What is being asked
Write out every line exactly, from the first line of the records below through the line that contains "context.setLineDash([]);".
Start of Supplied records
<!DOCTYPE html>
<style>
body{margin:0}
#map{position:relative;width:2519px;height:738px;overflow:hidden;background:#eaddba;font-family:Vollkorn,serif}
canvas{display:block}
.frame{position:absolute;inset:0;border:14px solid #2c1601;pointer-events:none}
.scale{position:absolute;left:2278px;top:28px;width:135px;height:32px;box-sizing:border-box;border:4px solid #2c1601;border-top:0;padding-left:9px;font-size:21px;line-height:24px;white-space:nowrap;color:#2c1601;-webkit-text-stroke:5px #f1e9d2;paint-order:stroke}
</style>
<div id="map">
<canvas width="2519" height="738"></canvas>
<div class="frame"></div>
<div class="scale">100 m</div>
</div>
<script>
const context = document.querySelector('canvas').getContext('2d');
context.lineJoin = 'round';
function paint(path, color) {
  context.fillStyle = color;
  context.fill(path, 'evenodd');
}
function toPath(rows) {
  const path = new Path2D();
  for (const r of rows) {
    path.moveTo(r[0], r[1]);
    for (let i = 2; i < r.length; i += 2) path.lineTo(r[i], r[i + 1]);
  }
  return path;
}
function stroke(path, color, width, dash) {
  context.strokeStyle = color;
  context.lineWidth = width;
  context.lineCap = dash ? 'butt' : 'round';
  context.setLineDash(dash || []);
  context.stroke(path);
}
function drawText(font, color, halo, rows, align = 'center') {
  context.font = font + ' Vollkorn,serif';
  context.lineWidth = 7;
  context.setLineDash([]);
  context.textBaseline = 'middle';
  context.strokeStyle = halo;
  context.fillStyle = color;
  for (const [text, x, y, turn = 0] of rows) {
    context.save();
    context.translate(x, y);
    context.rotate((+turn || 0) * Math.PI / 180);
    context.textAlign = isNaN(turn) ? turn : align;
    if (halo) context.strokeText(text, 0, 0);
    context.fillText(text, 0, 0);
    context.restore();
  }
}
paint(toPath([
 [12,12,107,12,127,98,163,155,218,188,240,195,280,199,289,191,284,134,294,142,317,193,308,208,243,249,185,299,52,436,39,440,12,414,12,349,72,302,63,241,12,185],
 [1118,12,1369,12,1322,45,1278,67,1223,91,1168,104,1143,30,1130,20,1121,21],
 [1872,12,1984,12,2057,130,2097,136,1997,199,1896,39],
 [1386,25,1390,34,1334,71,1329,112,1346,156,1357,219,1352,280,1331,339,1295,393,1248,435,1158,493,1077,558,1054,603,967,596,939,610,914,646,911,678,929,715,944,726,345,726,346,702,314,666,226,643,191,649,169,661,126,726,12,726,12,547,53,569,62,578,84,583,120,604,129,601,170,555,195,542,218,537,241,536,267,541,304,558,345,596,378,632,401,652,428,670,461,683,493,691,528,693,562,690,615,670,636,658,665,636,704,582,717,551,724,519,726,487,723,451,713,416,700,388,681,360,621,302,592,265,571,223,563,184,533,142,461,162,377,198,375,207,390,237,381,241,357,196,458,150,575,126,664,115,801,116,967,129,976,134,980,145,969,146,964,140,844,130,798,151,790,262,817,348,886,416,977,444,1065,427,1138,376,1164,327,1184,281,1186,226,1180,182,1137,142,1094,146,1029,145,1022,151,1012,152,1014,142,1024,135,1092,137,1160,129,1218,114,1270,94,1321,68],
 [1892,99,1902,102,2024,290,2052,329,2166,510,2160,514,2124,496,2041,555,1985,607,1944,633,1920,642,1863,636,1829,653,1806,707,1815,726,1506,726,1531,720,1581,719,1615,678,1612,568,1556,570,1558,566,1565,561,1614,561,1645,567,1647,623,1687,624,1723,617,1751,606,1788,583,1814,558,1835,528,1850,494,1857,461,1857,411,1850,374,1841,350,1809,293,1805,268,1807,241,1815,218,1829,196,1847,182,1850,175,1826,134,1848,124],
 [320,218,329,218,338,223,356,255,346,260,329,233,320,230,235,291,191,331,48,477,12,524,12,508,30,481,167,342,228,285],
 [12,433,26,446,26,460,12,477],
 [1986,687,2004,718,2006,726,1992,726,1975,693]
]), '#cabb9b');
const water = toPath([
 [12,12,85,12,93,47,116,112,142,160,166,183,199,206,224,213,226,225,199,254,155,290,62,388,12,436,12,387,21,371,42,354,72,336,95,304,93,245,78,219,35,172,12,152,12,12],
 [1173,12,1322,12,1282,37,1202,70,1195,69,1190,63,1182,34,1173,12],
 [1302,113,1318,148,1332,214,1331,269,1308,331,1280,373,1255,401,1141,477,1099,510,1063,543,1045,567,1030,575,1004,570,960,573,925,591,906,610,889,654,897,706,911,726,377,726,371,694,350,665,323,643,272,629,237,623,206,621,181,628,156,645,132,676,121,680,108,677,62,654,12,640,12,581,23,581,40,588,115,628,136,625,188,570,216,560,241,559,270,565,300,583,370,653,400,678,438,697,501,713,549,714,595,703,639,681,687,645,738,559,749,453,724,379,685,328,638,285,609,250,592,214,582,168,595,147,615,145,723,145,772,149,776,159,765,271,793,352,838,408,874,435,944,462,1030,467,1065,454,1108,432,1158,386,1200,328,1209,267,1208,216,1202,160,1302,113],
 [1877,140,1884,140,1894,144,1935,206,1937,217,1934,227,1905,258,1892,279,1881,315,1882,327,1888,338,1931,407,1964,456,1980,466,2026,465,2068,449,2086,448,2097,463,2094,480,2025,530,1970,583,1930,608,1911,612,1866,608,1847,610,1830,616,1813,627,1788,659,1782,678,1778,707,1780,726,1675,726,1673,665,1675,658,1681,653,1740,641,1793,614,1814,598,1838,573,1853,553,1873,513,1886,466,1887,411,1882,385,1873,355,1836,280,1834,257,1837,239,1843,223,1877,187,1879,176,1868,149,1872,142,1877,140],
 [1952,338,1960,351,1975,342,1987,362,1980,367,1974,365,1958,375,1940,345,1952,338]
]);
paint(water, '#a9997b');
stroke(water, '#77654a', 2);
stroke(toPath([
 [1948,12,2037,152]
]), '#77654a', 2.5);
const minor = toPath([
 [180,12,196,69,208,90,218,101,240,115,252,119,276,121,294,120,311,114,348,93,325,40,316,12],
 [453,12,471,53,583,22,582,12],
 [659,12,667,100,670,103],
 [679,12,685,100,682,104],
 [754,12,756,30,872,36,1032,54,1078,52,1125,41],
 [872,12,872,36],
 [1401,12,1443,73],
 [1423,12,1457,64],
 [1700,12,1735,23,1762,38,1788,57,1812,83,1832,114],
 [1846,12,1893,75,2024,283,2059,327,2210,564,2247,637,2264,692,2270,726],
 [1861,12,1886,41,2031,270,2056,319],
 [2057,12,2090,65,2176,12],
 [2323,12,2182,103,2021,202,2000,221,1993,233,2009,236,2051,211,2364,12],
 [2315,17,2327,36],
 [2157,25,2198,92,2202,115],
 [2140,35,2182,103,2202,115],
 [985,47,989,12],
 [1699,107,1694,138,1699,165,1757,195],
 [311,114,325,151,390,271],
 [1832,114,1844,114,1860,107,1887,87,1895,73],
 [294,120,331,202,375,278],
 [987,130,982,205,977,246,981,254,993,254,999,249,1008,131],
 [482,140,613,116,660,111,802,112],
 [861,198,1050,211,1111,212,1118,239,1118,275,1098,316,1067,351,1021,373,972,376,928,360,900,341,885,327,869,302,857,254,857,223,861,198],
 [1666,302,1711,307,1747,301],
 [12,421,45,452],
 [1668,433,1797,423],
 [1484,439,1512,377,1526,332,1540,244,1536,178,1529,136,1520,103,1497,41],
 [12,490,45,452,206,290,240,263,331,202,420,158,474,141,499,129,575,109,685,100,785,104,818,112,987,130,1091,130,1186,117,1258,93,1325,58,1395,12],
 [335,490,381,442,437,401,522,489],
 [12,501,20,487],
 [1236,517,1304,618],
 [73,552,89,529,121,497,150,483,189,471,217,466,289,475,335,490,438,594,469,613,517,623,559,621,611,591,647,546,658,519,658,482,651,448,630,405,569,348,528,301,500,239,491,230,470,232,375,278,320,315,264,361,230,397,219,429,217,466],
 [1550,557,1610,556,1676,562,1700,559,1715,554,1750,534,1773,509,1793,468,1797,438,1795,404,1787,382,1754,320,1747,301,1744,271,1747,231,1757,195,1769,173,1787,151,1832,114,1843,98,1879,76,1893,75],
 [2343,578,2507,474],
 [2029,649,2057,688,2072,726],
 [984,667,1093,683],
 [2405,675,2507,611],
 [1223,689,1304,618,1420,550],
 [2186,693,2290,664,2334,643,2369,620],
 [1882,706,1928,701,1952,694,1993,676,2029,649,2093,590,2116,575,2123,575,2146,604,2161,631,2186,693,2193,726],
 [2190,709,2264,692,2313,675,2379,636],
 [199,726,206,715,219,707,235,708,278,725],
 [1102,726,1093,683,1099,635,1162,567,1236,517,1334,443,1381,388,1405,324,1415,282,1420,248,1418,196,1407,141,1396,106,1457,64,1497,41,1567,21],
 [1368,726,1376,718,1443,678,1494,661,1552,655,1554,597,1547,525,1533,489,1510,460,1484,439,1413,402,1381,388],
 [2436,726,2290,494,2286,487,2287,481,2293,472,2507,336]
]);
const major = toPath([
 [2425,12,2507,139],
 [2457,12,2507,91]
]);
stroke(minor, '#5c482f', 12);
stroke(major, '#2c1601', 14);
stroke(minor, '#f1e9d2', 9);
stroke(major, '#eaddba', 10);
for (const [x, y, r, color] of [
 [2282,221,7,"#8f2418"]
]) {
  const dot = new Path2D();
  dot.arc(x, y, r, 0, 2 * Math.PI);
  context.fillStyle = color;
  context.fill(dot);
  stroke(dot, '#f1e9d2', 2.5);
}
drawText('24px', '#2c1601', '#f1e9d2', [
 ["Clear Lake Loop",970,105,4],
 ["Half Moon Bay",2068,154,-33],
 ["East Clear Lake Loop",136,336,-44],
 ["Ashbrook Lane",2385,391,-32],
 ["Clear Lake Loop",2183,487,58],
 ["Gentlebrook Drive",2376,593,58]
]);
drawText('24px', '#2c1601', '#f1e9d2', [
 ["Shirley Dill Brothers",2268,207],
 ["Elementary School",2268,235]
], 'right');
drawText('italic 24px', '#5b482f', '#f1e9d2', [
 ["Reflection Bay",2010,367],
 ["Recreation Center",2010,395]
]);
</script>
End of Supplied records
Your solution
<!DOCTYPE html>
<style>
body{margin:0}
#map{position:relative;width:2519px;height:738px;overflow:hidden;background:#eaddba;font-family:Vollkorn,serif}
canvas{display:block}
.frame{position:absolute;inset:0;border:14px solid #2c1601;pointer-events:none}
.scale{position:absolute;left:2278px;top:28px;width:135px;height:32px;box-sizing:border-box;border:4px solid #2c1601;border-top:0;padding-left:9px;font-size:21px;line-height:24px;white-space:nowrap;color:#2c1601;-webkit-text-stroke:5px #f1e9d2;paint-order:stroke}
</style>
<div id="map">
<canvas width="2519" height="738"></canvas>
<div class="frame"></div>
<div class="scale">100 m</div>
</div>
<script>
const context = document.querySelector('canvas').getContext('2d');
context.lineJoin = 'round';
function paint(path, color) {
  context.fillStyle = color;
  context.fill(path, 'evenodd');
}
function toPath(rows) {
  const path = new Path2D();
  for (const r of rows) {
    path.moveTo(r[0], r[1]);
    for (let i = 2; i < r.length; i += 2) path.lineTo(r[i], r[i + 1]);
  }
  return path;
}
function stroke(path, color, width, dash) {
  context.strokeStyle = color;
  context.lineWidth = width;
  context.lineCap = dash ? 'butt' : 'round';
  context.setLineDash(dash || []);
  context.stroke(path);
}
function drawText(font, color, halo, rows, align = 'center') {
  context.font = font + ' Vollkorn,serif';
  context.lineWidth = 7;
  context.setLineDash([]);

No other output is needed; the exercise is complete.